電話に出た彼は、2次会へ行く人と一応店まで歩いているので、今から説明する店に行って待っていて欲しいというのだった。
説明された通りに行くと、駅の裏の小さな喫茶店にたどり着いた。
喫茶店なのに夜遅くまで開いているんだなと思いながら、バーとかでないことと、あと30分でラストオーダーであることに安心していた。

木の扉を開けると、カウベルのような大きな音カランコロンという音がした。
席に座り、温かい紅茶を注文したあと、後からもう1人来ること言うことを説明した。
なんだか緊張していた。

紅茶のポットが運ばれてくると同時に、彼はやってきた。
彼は座りながらホットコーヒーお願いしますと頼んだ。

「やっぱり」彼はそういった。
「何が?」
「紅茶派だろ。」
「なんでわかったの?」
「理由はない。」
そう言って彼は少しだけ笑った。
なぜ私を呼んだのか、そう聞こうと思ったときにコーヒーが来た。

コーヒーは香りが高く、この数週間飲んでいたものと明らかに違うようだった。
コーヒーを彼が早速飲みだしたので、聞きづらくなり、私はポットから紅茶をカップに移した。久々の香りに緊張がほぐれた。

最初数言と交わしただけで会話が途切れた。何か喋らないとと思ったけど、酔いのせいもあって思い浮かばなかったし、どうでもいいやと思った。

いい香りに包まれて、目の前に彼がいて、この時間が心地よかった。

コーヒーが美味しそうだったので、おいしそうだねと言った。
珍しく一気飲みしてなかった彼のカップには、まだコーヒーが残っていた。飲みたいのか聞かれたので、なんだか飲んでみたくなり、うんと答えた。どうぞと言われたので、カップを取って飲んでみた。

少し薄めのコーヒーは、心地よい苦味と華やかな香りがして心底おいしいなと思った。私には知らないことがたくさんあるんだなと思った。カップを返した後、恥ずかしくなり、自分の紅茶を一気飲みしてしまった。
そのまま会話もなく、ラストオーダーを告げられたタイミングで私たちは店を出た。支払いについて自分が誘ったから俺が払うと言い出した彼と押し問答したが、割り勘ということで話がついた。
この時間は何だったのと戸惑う私を知ってか知らずか、彼からは感情を読み取れなかった。
ここからどこかに誘われるのかな。いや、そんなことないかな。とりあえず先が見えなさすぎて酔いも醒めて来た。

「じゃあまた。」
そう言われて私はまた「あああああまた。」と変な返事をしたのだった。
彼は行ってしまった。

狐につままれたようとはこのことだと思った。

研修も終わり配属も決まった。彼とは電車と新幹線を乗り継いで5時間の距離になった。
あの日以来1度も会う約束もなく、連絡もなく私は新しい街で仕事を始めた。

仕事を始めて3ヶ月、もう暑い夏になっていた。私はコーヒーを選ぶことが増えてきた。なんとなく彼を思い出していた。でも、いつもあの喫茶店のコーヒーほどおいしくはなかった。

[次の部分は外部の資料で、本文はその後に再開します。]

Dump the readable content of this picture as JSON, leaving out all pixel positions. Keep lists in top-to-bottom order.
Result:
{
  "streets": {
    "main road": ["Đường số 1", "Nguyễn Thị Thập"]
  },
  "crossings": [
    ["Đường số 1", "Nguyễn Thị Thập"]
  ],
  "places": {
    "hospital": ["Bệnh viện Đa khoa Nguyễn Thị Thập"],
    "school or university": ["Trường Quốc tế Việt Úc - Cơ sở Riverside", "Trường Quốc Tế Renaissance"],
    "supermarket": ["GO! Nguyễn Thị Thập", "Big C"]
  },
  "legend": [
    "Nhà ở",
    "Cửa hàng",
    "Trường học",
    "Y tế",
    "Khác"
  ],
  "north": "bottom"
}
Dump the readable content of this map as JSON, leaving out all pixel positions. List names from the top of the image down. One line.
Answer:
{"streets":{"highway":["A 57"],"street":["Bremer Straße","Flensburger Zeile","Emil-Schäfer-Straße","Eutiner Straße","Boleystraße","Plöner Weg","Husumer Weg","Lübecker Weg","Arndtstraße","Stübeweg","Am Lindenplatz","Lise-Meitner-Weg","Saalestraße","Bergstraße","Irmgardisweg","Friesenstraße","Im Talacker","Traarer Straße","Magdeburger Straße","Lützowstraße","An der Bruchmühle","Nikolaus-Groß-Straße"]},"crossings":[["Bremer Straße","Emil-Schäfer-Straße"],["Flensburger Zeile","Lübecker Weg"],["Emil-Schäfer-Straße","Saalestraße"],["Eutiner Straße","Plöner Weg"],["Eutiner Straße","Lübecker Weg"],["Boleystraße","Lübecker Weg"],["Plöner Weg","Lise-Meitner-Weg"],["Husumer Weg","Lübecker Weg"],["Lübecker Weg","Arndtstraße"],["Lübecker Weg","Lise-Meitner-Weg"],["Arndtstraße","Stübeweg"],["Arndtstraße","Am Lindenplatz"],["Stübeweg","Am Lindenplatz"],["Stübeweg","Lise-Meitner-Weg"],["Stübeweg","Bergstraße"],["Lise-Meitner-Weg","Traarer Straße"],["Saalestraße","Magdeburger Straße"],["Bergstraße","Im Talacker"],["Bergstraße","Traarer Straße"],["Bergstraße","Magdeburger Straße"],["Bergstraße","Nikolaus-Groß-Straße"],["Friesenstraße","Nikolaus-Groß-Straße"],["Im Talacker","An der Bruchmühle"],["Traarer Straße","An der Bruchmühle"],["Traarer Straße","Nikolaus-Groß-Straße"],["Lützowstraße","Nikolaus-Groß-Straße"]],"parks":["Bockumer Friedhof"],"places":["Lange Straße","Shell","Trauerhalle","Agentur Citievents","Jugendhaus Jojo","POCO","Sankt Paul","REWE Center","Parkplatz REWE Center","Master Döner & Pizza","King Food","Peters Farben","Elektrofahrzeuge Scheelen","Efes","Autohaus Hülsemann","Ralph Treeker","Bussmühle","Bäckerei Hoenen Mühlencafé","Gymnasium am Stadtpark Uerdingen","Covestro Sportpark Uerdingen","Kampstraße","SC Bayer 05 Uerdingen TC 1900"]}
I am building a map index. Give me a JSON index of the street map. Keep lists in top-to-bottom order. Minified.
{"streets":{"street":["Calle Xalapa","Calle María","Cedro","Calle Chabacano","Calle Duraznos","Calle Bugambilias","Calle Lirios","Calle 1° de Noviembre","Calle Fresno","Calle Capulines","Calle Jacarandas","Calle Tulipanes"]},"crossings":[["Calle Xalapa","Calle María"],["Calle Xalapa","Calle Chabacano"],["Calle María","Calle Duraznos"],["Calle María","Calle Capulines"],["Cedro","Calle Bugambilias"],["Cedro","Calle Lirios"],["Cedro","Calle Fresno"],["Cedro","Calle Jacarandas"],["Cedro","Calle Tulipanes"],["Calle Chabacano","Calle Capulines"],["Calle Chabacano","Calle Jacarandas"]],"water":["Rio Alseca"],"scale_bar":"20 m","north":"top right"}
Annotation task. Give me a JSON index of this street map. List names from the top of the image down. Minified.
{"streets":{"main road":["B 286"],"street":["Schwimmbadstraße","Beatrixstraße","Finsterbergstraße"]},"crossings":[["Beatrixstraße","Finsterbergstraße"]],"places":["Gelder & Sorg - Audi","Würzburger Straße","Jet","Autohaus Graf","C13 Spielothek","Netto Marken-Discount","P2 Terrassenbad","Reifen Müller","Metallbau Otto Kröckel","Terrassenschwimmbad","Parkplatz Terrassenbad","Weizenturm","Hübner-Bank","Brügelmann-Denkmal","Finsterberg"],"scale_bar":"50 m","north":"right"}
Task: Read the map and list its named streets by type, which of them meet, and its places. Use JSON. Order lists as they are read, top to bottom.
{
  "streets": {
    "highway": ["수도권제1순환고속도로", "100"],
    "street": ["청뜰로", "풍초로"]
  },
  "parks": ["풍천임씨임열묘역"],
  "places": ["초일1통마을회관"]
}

新人社員が集められて、1日だけ研修が行われることになった。私は前日に休みを取り、あの喫茶店に行ってみた。当然彼はおらず、私はそこでアイスコーヒーを頼んでみた。汗をかいた体にしみるように美味しかった。

翌日研修の会場で、彼を見つけた。思い切りって隣の席に座った。久しぶりと声をかけた。
驚いたような表情をしたが一瞬でいつもの顔に戻り、久しぶりと返して来た。

午前の研修を終えて、昔一度で行ったメンバーでランチに行った。飲み物の注文で、みんなアイスコーヒーでいい?という先輩の声がした。
彼はアイスティーを1つと声を挙げた。誰も気に留めず、オーダーは通った。
彼の元に来たアイスティは、少ししてから私のアイスコーヒーと彼の手で交換された。久々のアイスティは美味しかった。

みんなが前を歩く道で、私は、彼に声をかけた。
「ありがとう。」
「いえいえ。」
「でももうコーヒー好きになったから気を使わなくていいよ。」
また少し彼が笑った。
「研修終わったらあの店行かない?」
「いく。」

昼からの研修を終え、私はあの店に向かった。
昨日と同じアイスコーヒーを頼んで待っていた。彼は後でやってきた。

「ほんとに好きになったんだ。」
「おいしいね、コーヒーって。」
何か話すでもなくただ2人でコーヒーを飲んでいた。今回は酔っていなかったけど、無言でも気まずくはなかった。
とても心地よい時間が流れた。

彼はアイスコーヒーを飲みほすでもなく、少しずつ少しずつ飲むのだった。
「研修中は一気のみだったよね。」
私が言った。
「長く一緒にいたいからね。」
そう彼は言った。
動揺した私に、彼は続けた。
「付き合って欲しい。」
「ああああああ、はい。」
私はまた妙な返事をした。

結局その後、数年の付き合いを経て私たちは結婚した。
2人の子供は、私が紅茶派だったことなど夢にも思わないだろう。
家中にはドリッパーから漂うコーヒーの香りが満ちている。
そして数年に一度、私たちはあの喫茶店であの時と同じように、無言でコーヒーを味わう。

長年夫婦をしているから話題がもうないだけというのが実際のところだ。
しかし、ここは無言でも気まずくない良い関係を築けているということにしようと思う。